Ciertamente, hay muchas cosas poderosas en el mundo pero después del poder de Dios, no hay nada como las rodillas de una madre en oración.
Mi querida madre no tuvo la oportunidad de cursar estudios en una universidad, sin embargo, gozaba de la sabiduría especial que Dios concede a las madres. Ella tenía una educación superior, aquella que viene de lo alto, de la constante relación con Dios. Todo lo que soy, todo lo que he logrado, lo debo a las oraciones de mi madre.
En esos años turbulentos de la adolescencia, cuando tenía que definir el futuro por delante, cuando se abría ante mí la encrucijada de diferentes caminos de horizontes opuestos, seguro estoy que la causa de mis correctas decisiones se debieron a que mi madre oraba por mí, y cuando no fueron correctas, me sostuvo orando por mí.
Tenía mi madre grandes ilusiones conmigo. Siendo su hijo primogénito, era su sueño que yo sirviera al Señor. No procedía yo de una familia de predicadores; la mía se componía de campesinos y artesanos. Verdaderamente, ella apuntaba alto, no porque fuese indigna su procedencia sino porque ella quería que yo fuera un siervo de Dios.
Cuando estudiaba en el seminario y venía a visitarla en mis vacaciones, solía el pastor de la iglesia invitarme a predicar. Nunca podré olvidar ver a mi madre sentada en la primera banca como mi más ferviente admiradora; me parecía verla como una niña a la cual estaba por entregársele una ansiado regalo. Esperaba ver el fruto de sus oraciones.

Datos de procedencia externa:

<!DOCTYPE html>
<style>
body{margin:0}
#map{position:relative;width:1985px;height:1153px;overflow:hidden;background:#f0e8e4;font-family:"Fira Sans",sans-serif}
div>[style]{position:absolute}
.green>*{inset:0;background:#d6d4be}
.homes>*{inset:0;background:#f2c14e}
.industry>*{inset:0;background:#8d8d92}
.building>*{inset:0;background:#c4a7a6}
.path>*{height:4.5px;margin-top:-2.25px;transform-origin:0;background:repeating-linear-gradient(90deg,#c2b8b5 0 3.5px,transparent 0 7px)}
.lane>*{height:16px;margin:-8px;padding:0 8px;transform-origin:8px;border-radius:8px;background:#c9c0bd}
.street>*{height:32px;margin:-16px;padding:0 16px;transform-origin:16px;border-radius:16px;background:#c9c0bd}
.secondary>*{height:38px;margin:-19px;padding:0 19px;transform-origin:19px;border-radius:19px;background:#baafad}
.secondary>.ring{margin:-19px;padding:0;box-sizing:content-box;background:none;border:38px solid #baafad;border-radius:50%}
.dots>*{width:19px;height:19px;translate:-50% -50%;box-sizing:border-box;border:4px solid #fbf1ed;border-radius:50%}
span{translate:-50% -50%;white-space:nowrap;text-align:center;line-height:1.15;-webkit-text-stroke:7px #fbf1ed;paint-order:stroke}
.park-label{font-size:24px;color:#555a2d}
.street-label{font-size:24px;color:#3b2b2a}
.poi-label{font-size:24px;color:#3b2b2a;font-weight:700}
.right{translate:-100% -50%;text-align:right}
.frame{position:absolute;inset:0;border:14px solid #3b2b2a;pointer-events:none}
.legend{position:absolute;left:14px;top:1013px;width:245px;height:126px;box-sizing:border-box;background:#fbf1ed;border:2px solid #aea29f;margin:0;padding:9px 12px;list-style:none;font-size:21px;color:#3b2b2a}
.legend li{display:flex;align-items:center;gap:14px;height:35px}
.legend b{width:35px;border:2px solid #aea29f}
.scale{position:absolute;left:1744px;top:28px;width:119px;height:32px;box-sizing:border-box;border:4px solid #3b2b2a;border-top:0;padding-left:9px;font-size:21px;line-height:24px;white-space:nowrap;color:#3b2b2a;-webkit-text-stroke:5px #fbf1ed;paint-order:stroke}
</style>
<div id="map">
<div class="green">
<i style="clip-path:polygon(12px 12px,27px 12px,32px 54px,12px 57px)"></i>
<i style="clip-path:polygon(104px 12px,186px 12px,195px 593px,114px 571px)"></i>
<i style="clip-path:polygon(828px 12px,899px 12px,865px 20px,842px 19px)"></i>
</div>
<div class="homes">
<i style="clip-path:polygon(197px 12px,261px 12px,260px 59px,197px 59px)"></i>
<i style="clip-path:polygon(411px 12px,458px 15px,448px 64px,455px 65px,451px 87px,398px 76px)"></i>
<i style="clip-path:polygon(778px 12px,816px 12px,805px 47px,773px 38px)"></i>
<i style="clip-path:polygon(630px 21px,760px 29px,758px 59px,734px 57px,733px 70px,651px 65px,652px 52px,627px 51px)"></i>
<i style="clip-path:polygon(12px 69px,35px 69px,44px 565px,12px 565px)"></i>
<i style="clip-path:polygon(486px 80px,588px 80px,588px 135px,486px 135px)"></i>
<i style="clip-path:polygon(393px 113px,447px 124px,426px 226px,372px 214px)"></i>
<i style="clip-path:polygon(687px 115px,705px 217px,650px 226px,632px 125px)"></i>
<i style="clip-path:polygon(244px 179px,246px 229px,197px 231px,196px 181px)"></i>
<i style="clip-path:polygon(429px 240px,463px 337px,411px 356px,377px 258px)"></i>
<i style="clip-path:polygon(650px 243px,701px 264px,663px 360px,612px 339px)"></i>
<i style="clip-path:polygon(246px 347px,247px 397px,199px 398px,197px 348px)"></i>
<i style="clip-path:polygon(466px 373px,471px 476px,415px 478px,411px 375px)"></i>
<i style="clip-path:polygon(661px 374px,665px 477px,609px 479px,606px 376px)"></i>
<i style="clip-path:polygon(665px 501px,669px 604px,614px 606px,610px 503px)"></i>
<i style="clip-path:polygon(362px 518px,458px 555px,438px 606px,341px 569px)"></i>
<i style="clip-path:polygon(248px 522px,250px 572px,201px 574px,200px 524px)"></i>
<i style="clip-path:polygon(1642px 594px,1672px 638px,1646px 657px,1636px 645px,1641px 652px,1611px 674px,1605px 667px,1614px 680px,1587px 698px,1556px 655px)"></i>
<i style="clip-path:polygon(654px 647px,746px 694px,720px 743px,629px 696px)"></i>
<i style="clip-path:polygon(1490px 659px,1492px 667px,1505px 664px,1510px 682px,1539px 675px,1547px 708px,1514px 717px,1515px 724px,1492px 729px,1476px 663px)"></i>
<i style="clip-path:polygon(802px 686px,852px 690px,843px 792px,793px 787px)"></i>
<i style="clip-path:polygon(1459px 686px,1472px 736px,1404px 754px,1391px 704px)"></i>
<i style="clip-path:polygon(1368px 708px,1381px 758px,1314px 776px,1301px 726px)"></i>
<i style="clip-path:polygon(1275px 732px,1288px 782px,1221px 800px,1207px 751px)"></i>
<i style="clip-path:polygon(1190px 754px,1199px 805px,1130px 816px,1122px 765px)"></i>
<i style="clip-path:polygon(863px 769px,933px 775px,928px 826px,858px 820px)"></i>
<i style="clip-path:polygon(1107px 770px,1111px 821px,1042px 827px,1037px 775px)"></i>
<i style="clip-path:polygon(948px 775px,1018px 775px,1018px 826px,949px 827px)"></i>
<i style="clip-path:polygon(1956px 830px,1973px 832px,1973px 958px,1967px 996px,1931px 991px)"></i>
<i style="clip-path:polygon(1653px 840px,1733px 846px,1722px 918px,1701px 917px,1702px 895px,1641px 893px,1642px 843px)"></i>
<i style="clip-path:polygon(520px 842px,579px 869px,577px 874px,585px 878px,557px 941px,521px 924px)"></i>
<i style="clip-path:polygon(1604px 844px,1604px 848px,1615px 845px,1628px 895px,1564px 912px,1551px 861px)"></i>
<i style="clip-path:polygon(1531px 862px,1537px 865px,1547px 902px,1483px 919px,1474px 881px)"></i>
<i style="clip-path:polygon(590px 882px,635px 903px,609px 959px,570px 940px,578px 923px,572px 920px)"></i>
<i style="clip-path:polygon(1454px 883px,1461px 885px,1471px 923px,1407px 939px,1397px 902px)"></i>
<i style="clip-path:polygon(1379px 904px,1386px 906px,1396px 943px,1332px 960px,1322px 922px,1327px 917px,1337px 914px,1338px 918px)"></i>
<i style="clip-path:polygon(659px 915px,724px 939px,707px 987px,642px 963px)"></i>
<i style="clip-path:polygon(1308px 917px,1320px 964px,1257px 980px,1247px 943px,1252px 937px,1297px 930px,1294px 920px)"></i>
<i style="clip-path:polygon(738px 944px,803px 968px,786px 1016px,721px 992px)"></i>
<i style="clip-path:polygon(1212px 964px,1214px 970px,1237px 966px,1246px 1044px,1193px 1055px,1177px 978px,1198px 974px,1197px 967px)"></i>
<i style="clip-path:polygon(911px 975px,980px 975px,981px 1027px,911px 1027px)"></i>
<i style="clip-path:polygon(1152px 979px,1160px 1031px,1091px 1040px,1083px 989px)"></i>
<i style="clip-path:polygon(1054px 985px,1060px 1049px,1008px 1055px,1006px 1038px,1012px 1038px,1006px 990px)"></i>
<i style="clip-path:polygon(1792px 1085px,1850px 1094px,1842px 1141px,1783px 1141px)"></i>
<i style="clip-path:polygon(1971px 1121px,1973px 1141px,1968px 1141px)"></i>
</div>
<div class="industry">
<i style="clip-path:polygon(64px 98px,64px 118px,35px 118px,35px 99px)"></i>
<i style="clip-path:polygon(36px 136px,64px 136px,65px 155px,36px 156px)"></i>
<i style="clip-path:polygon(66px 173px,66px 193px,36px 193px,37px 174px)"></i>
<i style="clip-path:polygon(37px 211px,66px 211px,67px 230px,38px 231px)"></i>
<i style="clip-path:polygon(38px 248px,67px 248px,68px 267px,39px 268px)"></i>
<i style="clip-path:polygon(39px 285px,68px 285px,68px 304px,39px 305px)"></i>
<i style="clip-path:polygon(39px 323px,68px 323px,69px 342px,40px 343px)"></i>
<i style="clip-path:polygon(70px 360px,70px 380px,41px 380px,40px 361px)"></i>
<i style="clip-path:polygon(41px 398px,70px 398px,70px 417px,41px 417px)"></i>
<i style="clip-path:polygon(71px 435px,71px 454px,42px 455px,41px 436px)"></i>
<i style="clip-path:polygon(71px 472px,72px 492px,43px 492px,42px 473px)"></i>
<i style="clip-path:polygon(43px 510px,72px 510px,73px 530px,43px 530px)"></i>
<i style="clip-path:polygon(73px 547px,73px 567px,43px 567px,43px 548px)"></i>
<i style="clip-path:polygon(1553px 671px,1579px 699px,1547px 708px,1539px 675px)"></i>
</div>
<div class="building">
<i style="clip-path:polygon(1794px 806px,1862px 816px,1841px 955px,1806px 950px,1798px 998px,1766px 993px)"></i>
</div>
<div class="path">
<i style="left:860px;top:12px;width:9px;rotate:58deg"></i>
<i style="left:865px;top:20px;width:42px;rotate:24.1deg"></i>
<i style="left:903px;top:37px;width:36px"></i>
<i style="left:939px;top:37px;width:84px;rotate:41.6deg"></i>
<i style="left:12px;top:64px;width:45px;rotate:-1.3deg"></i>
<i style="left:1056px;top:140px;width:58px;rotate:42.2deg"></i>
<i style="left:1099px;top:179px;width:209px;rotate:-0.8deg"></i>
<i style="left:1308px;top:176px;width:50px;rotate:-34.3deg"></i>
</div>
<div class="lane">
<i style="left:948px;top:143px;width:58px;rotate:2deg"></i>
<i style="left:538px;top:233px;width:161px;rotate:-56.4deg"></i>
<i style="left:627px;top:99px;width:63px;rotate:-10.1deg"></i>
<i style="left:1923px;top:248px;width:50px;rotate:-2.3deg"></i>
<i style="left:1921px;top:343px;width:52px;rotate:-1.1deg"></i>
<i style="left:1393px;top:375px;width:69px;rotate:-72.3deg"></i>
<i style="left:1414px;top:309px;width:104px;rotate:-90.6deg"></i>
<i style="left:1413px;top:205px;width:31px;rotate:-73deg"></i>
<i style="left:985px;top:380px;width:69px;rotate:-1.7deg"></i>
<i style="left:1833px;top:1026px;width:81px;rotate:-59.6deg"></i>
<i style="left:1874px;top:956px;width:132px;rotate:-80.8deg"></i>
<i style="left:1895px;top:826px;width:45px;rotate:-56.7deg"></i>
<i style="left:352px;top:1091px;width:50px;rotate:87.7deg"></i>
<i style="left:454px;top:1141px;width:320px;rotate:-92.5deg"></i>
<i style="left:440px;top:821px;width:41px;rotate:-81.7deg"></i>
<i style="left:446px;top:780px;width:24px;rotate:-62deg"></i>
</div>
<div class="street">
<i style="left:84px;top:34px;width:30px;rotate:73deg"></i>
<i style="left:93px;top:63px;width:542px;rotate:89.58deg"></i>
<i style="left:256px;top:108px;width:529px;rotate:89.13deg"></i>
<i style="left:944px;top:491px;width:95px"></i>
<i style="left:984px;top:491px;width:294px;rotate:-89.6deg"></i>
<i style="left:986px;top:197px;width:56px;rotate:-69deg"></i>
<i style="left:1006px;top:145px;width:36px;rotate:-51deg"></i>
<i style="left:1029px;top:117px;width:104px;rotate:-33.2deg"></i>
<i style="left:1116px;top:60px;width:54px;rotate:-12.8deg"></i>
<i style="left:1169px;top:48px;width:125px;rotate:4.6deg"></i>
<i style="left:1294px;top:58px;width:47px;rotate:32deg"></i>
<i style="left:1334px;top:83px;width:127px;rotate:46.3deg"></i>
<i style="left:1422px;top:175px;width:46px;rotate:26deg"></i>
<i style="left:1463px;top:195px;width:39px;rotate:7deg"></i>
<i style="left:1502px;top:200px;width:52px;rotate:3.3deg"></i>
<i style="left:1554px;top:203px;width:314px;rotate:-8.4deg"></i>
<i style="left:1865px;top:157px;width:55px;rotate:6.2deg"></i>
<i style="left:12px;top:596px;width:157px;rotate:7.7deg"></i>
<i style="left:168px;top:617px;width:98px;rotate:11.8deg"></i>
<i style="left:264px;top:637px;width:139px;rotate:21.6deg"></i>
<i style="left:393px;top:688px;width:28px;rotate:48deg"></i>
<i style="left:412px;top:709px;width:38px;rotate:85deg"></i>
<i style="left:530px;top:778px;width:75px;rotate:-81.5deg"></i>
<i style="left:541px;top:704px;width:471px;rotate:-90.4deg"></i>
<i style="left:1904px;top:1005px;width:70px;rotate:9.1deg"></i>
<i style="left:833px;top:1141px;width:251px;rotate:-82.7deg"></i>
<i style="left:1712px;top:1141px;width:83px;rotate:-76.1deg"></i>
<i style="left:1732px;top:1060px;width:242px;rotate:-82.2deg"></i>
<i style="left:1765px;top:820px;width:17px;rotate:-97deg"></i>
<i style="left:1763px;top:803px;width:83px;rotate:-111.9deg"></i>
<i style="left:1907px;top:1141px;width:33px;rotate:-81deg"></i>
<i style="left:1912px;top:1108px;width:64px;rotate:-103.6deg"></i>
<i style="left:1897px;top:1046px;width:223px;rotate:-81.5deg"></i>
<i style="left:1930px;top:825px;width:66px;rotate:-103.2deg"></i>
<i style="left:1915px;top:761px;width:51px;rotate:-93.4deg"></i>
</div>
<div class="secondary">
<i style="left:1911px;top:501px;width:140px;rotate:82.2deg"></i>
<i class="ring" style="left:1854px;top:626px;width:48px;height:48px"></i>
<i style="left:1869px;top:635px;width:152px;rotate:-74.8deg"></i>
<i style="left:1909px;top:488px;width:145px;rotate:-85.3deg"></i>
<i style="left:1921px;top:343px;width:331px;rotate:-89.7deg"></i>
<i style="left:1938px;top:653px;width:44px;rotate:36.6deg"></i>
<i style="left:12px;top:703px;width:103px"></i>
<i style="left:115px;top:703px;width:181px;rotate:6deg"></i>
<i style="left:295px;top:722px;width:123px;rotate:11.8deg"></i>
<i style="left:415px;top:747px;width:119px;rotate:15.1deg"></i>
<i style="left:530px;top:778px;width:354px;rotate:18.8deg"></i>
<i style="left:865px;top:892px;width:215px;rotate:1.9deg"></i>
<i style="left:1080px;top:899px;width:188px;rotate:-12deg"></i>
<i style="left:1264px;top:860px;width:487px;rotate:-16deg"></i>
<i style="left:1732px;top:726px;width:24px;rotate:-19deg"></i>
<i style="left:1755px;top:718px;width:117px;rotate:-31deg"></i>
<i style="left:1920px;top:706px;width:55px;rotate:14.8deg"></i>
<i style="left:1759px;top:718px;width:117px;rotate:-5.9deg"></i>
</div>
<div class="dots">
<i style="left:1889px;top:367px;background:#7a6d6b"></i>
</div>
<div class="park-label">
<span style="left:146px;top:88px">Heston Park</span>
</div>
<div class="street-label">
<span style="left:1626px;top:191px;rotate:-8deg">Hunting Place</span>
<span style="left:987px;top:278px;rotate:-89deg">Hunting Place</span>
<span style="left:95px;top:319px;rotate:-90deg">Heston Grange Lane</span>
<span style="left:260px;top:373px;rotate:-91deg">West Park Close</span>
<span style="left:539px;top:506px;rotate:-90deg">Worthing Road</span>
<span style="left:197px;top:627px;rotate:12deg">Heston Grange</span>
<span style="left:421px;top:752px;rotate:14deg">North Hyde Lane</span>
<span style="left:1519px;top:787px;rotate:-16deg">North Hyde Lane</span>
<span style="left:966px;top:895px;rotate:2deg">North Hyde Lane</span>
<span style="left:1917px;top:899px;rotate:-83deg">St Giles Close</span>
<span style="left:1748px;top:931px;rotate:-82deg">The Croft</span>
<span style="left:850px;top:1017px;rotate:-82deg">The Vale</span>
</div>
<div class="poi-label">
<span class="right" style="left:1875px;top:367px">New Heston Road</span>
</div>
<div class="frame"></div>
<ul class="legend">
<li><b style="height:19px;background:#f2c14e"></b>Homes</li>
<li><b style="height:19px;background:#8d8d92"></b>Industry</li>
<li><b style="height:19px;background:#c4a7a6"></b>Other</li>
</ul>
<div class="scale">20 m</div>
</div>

Hoy me remonto en alas del recuerdo al pasado. Han transcurrido más de cuarenta años cuando su muerte repentina y prematura la apartó de nuestro lado; tenía ella poco más de cincuenta años de edad. Recuerdo cuando siendo un muchacho, la luz encendida de su habitación me despertó. Eran las horas de la madrugada. En puntillas me dirigí a la puerta de su cuarto para encontrarme con la impresionante escena, digna de ser plasmada en el lienzo por el más exquisito pintor. Allí estaba el menudo cuerpo de mi madre arrodillada orando. Sentí que me estremecía de arriba abajo; yo sabía que estaba orando por mí. Con temor reverente regresé a mi cama temiendo que con mi imprudencia fuera yo a interrumpir el sagrado momento de su relación con Dios, pero llevando conmigo la profunda convicción del poder que se estaba derramando del cielo. Su oración tenía que ser contestada.
Mi amada madre fue condecorada por su noches de vigilia. Dos preciosas medallas fueron colocadas sobre sus rodillas. El piso de mi humilde casa no tenía las mullidas alfombras que otras lucían, así que sus rodillas estaban en contacto directo con el duro piso de cemento. El resultado fueron sus cayos, esas preciosas medallas por su sacrificio y devoción.
Confiando en las divinas promesas, sé que al regreso de Jesús, mi buena madre será levantada de su lecho frío de regreso a la vida, a la verdadera vida, la eterna. Ese día, ya no tendrá las simbólicas medallas en sus rodillas pero en cambio, el mismo Señor colocará en sus sienes la corona de la vida cuajada de estrellas, en representación de todos aquellos que han aceptado a Jesús por medio de mi ministerio. Al fin y al cabo, el crédito no lo merezco; ella será quien lo lleve.